Monday, August 29, 2005

In the house...

So here we are, and FINALLY we have internet service. Much of the delay was Ted's two week trip back to Texas the day after we moved into the house. Cooper and I were so busy learning how to live in Africa on our own (without the hotel staff to back us up) that we didn't have time to do any of the leg work for peripherals!

The house is a hoot- not a square angle in it anywhere and if you put a marble at my kitchen door it will roll all the way to the sink, some twenty five feet slightly downhill from the door. Ha!

Life in Africa is best described as 'tenuous'. In a very basic way for the natives, and in a more "convenience" way for expats. As I type this my voltage regulator clicks regularly trying to compensate for the wild fluctuations in voltage, and the computer is hooked up to that, a surge protector, and a UPS, in addition to the usual computer stuff. Electric power is not a certainty at any time- we have a diesel generator and 500 gallon fuel tank to power the house when ECG power (Electric Company of Ghana) goes off. Water is also not a given- at any time it simply stops flowing from the main city supply, and we have to switch over to the electric pump (dependent on ECG or our generator to run) that supplies water to the house from an 800 gallon giant black plastic water tank in my back yard. Not that you can drink the water. But we use it to shower, brush our teeth and make any food that will be boiled anyway. :-)

Having said all that, life here is good- and surprisingly easy, thanks to local culture and custom. We have a "houseboy" named Mac. He isn't a boy and we pay him the equivalent of $90 a month. We kept him on to help while Ted was out of the country and figured out that it would be best to just keep him forever. He takes care of the yard and landscaping, and takes great pride in keeping all the outside areas clean- he mops the porch and pool area, washes my windows every week, sweeps the pool, takes care of the garbage, and a million other little things. He is totally self directed and works SO hard.

Cooper (aged 13) has always been the designated dog poop picker upper and it's part of his commitment to having his own dog, but when I told Mac that Coop would be doing that he almost had a stroke. Coop came in the house after the first time I sent him out to do it and said

"I think I got it all, but the guard and Mac kept following me around telling me not to do it!"

I went out to explain and got this:

"Little sir CANNOT do it. That is a job for the houseboy. Please do not let him do that again!"

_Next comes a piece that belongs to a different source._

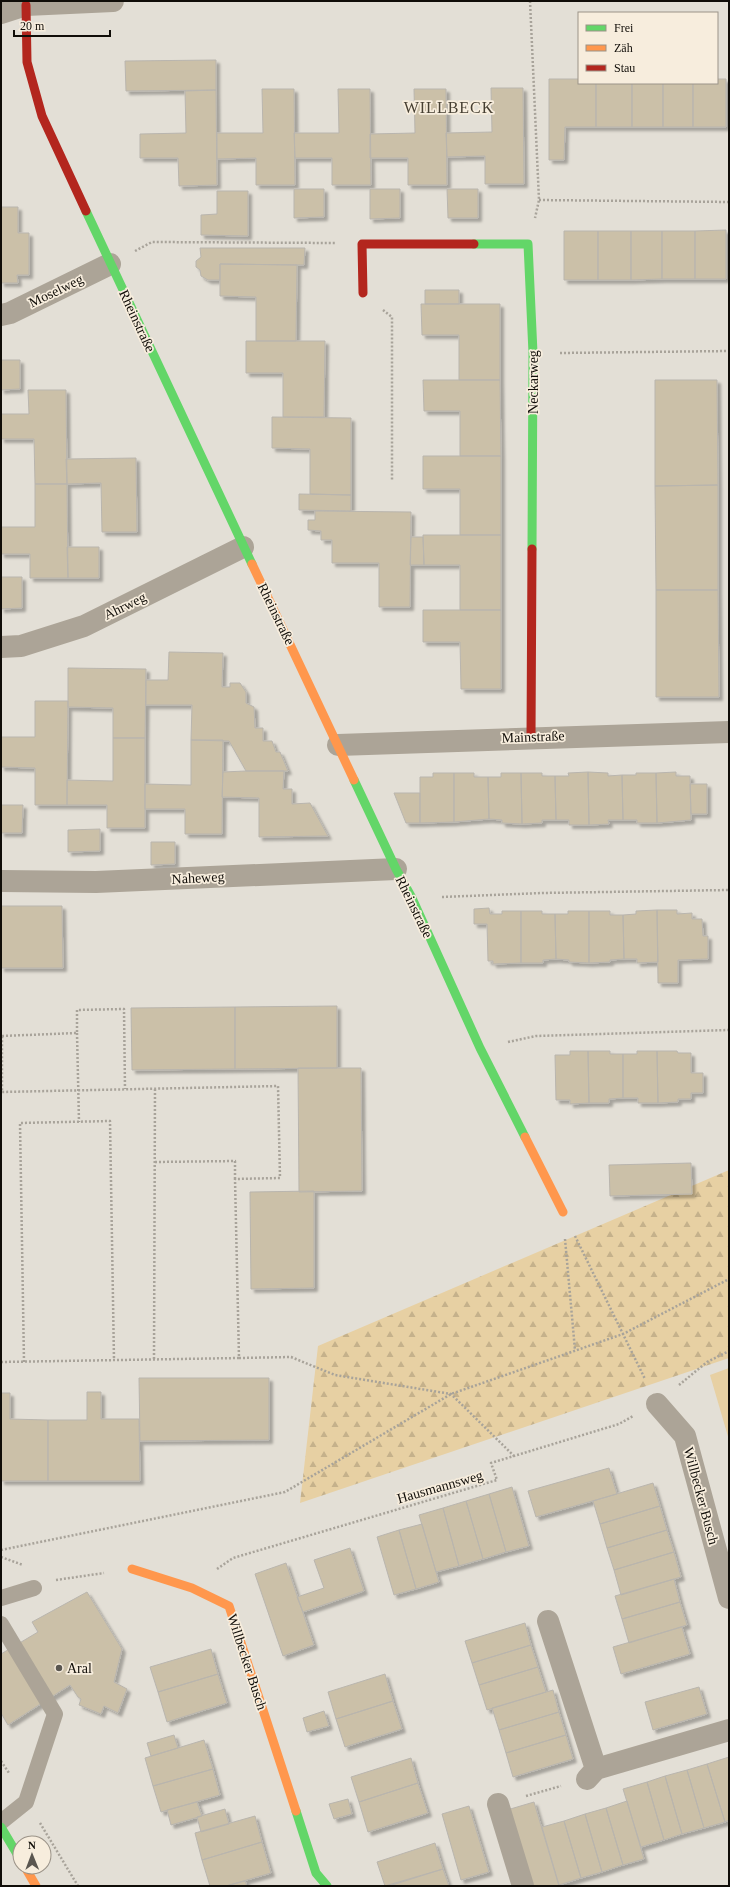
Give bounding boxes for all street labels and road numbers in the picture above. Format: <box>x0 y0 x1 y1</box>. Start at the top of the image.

Heh. You can imagine who Cooper's favorite African is. :-)

We knew when we rented the house back in April that it was directly on the airport flight path, and we decided we didn't care. Turns out we were right- although it was a little hairy to get used to right at the start. The airport is about 2 miles away as the crow flies and there is only one runway, running north/south. All planes land from the north (where our house is) and we are literally in a direct line with the runway, so as the planes come over, they are directly overhead so unless we recognise the paint on their bellies we don't know what airline they are- we can't see the tails until they are way past us. They are about 200-300 feet off the ground as they pass over, and it's loud, but only for about five seconds. Kotoka International gets about 15-20 planes a day, 10-12 of which are jets and the rest turboprops. It's a different way to live, but surprisingly undisturbing. The advantage is that our location is less sought after so the drain on power and water is not as bad as other areas just a mile or so to either side. Ted's Managing Director lives very near us, but has water only one day a week (their tank is 30,000 gallons!) and constant power outages (we still have most of our original generator fuel after more than a month in the house).

Cooper loves his school! It really is kind of neat - it's an international school but run by Americans, so he has the best of both worlds. There are forty nationalities, the top five being, in order, Korea, Ghana, U.S., U.K., and France. Back to school night was last Monday and Ted and I are thrilled with his curriculum and teachers. They are accredited for the International Baccalaureate Program which is recognised by the Universities in Europe and America as superior to whatever he would be getting in a U.S. school, so woohoo! His french teacher is from France, his gym teacher speaks like Princess Diana, and his Math teacher is from Moosejaw Saskatchewan. Ha! He gets out at 1pm every Wednesday which thrills the poop out of him, and his first long holiday break is in October, ditto the poop.